### Instructions to follow
Examine the records below. Report how many of their lines contain the word "шоссе", with no other content.

### Input records
*** Begin section ***
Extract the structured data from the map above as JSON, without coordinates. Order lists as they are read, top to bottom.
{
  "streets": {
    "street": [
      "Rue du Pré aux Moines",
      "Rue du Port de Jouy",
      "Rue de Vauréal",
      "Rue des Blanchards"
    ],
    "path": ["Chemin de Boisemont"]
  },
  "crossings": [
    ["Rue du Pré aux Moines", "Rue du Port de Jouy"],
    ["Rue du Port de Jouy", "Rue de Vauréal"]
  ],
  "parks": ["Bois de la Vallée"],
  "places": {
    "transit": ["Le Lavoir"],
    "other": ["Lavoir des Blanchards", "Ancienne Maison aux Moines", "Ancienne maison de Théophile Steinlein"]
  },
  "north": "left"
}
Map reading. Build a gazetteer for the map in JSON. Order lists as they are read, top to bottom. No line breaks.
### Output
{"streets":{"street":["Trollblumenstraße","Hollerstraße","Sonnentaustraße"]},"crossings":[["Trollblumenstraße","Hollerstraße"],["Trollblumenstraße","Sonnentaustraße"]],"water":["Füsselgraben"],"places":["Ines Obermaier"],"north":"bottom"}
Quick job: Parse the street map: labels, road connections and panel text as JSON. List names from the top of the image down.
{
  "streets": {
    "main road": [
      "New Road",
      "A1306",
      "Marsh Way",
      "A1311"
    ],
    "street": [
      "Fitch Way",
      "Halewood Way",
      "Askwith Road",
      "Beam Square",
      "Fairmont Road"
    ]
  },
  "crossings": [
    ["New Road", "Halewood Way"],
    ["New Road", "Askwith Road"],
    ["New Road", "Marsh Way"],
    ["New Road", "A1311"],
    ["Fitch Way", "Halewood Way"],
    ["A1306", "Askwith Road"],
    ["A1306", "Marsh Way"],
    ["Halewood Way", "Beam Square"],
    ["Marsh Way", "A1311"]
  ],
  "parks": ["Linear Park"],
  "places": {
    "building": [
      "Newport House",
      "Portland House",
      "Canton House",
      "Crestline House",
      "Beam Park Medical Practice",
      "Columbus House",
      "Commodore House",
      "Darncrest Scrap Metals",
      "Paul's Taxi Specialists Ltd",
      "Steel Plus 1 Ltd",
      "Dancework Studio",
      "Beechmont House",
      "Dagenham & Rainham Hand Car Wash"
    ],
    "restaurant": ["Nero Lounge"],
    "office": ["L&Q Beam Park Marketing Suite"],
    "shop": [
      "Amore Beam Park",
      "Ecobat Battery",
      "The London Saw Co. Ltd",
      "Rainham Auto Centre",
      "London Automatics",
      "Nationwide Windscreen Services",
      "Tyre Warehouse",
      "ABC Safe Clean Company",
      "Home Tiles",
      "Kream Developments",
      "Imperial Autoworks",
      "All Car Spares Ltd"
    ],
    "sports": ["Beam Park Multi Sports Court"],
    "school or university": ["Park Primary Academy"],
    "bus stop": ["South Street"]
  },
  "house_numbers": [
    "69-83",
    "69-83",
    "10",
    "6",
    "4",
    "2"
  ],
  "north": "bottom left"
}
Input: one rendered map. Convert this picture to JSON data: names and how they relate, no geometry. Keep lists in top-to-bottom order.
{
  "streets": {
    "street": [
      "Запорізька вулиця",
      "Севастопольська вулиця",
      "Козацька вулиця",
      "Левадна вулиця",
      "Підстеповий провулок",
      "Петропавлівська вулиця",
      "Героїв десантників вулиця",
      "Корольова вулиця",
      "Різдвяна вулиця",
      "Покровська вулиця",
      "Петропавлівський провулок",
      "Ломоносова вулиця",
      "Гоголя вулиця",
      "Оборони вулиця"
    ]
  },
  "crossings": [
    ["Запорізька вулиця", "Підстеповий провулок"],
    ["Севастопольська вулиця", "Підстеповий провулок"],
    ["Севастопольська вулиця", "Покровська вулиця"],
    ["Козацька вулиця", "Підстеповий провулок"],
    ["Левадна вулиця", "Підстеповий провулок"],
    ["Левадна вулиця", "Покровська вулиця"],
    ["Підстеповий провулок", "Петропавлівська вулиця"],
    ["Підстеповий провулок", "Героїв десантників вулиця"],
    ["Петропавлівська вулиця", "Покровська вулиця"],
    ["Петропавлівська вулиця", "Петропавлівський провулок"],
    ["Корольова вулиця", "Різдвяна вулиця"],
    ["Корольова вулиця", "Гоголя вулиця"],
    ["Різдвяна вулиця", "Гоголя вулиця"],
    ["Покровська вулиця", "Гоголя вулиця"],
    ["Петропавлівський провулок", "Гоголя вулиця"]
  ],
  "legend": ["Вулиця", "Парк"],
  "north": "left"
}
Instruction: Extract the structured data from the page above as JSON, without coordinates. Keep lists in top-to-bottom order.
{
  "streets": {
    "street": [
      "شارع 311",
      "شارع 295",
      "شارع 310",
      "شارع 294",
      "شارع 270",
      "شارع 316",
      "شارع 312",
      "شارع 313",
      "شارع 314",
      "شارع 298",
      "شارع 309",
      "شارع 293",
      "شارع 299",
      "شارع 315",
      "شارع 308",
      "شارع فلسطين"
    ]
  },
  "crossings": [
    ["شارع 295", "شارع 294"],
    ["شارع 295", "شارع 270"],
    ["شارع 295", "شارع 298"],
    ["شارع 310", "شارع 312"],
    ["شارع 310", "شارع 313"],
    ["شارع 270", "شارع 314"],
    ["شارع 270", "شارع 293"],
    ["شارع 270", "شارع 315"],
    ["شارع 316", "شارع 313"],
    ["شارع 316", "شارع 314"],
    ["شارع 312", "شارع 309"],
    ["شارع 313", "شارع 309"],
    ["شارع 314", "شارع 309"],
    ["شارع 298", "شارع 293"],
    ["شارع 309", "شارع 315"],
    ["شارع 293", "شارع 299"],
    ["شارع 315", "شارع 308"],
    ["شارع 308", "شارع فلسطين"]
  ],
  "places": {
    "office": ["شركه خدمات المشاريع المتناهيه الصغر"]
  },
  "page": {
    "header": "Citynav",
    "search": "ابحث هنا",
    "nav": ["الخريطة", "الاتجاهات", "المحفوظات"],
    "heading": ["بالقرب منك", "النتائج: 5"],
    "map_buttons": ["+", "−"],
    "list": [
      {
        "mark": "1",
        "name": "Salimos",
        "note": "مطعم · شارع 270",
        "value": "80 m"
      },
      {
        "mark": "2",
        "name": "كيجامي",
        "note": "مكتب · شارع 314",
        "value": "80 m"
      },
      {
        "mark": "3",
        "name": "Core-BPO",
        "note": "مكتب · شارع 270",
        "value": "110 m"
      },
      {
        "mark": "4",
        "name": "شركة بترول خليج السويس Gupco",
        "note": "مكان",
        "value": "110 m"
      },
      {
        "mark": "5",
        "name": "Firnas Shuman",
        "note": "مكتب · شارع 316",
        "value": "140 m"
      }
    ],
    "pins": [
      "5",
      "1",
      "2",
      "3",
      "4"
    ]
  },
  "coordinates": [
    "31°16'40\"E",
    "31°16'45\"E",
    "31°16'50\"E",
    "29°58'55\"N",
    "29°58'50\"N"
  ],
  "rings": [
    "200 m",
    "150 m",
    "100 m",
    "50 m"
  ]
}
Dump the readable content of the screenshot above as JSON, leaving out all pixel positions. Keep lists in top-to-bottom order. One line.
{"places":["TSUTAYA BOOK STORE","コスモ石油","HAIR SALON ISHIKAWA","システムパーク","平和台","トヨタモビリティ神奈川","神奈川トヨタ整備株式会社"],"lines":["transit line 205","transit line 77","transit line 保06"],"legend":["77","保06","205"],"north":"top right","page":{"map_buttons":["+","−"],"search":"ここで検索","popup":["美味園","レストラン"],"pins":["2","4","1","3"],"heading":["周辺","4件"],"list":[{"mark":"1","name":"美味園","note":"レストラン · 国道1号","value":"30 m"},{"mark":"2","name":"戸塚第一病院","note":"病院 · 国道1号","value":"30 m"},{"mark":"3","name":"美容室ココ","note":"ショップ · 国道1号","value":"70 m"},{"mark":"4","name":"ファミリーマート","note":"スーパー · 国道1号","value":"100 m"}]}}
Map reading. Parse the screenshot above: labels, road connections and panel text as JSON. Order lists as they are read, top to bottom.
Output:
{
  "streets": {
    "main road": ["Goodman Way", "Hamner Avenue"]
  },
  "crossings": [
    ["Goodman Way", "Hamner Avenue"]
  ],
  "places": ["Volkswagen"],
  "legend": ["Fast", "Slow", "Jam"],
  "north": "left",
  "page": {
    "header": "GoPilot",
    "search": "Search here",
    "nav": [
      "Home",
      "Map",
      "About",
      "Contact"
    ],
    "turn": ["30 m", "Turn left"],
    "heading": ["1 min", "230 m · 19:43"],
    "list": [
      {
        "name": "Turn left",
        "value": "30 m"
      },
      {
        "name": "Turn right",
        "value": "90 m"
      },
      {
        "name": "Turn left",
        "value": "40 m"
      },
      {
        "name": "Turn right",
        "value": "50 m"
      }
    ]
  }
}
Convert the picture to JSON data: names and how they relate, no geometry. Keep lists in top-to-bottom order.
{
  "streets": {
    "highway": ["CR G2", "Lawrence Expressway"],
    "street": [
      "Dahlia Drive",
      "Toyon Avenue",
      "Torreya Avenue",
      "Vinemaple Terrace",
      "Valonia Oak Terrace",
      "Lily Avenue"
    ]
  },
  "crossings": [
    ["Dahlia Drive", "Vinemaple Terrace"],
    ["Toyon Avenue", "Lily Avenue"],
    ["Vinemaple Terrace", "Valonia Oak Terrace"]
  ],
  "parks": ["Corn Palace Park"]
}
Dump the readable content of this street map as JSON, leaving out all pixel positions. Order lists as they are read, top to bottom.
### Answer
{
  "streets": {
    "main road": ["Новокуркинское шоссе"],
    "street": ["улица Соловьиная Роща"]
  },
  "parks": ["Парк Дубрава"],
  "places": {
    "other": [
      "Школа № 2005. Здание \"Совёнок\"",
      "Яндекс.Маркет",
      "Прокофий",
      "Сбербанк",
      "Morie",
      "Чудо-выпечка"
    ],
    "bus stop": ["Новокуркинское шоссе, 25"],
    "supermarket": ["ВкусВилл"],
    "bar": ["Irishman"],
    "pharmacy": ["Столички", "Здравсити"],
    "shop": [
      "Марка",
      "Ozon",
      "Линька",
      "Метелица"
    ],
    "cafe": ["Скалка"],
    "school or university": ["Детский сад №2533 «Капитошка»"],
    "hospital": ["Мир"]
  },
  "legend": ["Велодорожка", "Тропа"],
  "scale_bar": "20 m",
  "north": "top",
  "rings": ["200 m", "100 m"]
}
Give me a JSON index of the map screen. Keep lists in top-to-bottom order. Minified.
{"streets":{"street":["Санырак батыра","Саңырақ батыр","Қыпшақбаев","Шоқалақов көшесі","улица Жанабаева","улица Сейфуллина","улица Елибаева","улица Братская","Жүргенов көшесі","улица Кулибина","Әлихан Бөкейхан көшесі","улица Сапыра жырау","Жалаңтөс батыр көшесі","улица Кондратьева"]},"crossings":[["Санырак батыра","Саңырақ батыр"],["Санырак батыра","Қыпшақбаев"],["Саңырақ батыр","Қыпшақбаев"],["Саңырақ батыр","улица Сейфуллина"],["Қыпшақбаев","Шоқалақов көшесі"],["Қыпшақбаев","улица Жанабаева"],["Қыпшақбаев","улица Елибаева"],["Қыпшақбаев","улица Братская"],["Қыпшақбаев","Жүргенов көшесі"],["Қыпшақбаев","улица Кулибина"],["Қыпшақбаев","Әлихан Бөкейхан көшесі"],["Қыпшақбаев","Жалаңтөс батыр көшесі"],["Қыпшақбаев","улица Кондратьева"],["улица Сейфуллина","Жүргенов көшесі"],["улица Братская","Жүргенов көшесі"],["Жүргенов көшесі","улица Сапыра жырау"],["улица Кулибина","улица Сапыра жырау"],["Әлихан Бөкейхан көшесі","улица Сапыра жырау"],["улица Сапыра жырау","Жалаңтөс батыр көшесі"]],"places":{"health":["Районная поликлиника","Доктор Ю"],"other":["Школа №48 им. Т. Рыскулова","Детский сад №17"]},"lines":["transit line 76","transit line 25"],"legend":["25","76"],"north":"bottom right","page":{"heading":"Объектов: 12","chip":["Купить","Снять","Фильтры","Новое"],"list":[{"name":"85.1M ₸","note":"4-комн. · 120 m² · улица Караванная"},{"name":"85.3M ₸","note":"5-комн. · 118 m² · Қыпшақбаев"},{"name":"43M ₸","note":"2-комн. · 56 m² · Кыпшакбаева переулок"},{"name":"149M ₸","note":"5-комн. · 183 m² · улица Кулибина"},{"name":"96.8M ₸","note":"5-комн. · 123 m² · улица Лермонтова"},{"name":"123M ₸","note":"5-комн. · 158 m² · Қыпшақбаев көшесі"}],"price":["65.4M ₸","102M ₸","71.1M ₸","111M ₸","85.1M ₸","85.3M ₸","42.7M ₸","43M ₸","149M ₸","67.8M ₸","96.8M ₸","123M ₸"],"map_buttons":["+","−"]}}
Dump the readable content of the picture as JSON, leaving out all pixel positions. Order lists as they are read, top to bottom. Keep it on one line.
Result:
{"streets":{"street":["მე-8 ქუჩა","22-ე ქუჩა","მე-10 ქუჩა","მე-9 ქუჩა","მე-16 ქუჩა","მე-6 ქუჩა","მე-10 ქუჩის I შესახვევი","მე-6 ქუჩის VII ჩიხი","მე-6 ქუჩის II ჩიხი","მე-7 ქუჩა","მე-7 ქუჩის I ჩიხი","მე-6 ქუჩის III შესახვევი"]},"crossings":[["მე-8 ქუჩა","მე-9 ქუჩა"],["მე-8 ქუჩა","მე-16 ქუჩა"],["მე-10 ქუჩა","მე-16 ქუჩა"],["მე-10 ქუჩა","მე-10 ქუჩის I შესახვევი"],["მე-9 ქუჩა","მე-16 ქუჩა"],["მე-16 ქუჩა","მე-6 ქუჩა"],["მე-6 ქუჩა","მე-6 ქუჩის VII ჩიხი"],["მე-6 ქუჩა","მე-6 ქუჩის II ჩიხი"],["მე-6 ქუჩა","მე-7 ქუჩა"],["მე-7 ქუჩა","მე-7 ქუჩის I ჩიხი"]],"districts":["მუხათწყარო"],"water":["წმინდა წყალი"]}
*** End section ***
### Solution to this task
2